The Love Of My Life Died From Cancer. Now I’m Struggling To Raise Our Son Through Grief.

I lost the love of my life to a recurrence of liver cancer right before the pandemic hit.

By June 2019, my partner Burt had survived six rounds of chemotherapy and 48 sessions of radiation. Granted remission, we downsized our SoCal life, stored our remaining possessions and headed south of the border. Ticking items off of our family bucket list along the way, we landed in Ecuador where, six months later, Burt’s cancer returned.

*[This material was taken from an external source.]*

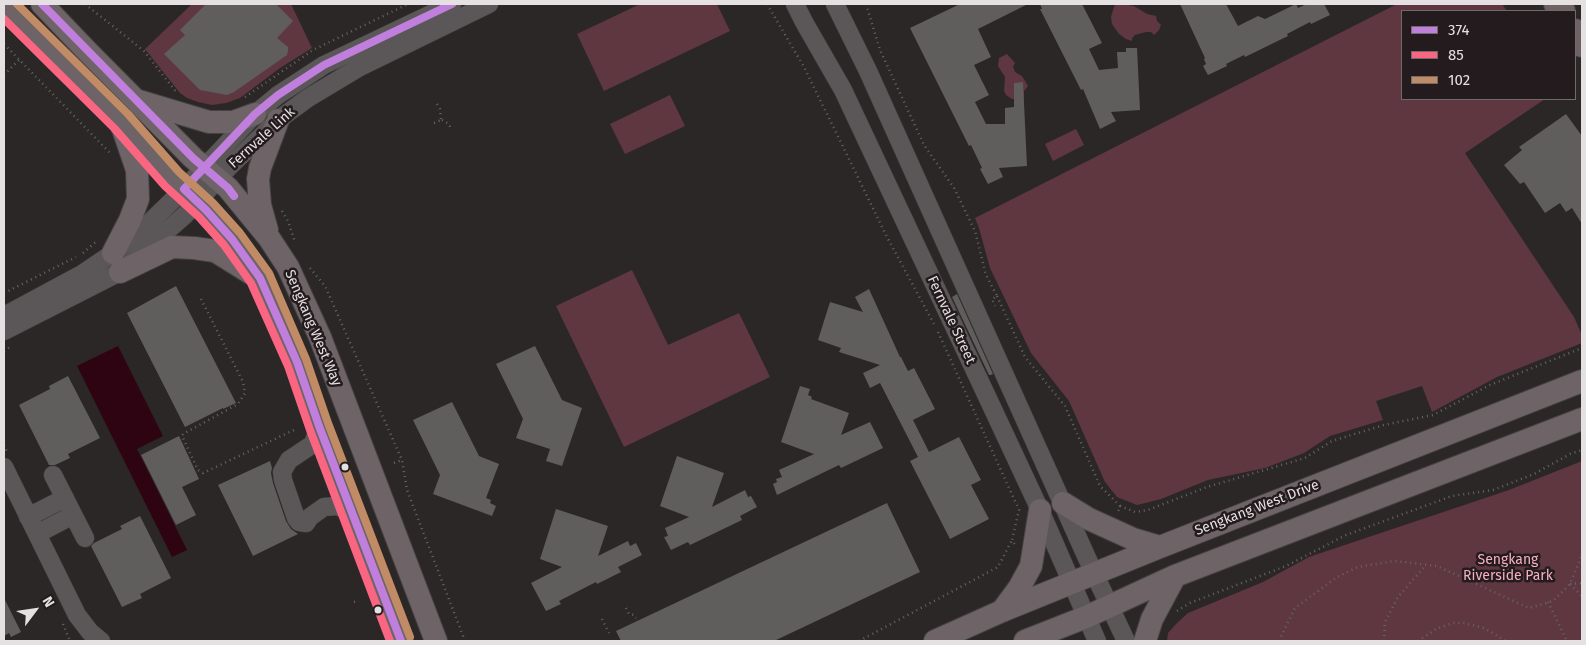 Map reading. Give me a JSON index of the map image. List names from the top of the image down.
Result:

For weeks, my son and I watched as our beloved Papa became skeletal in his appearance. The whites of his eyes took on a yellow tinge and his liver was protruding beyond the right side of his rib cage. At the hospital, Ecuadorian doctors told us there was little they could do.

Ten days later, Burt passed away peacefully in the two-bedroom casita that we had rented just months before, surrounded by rose bushes and fruit trees.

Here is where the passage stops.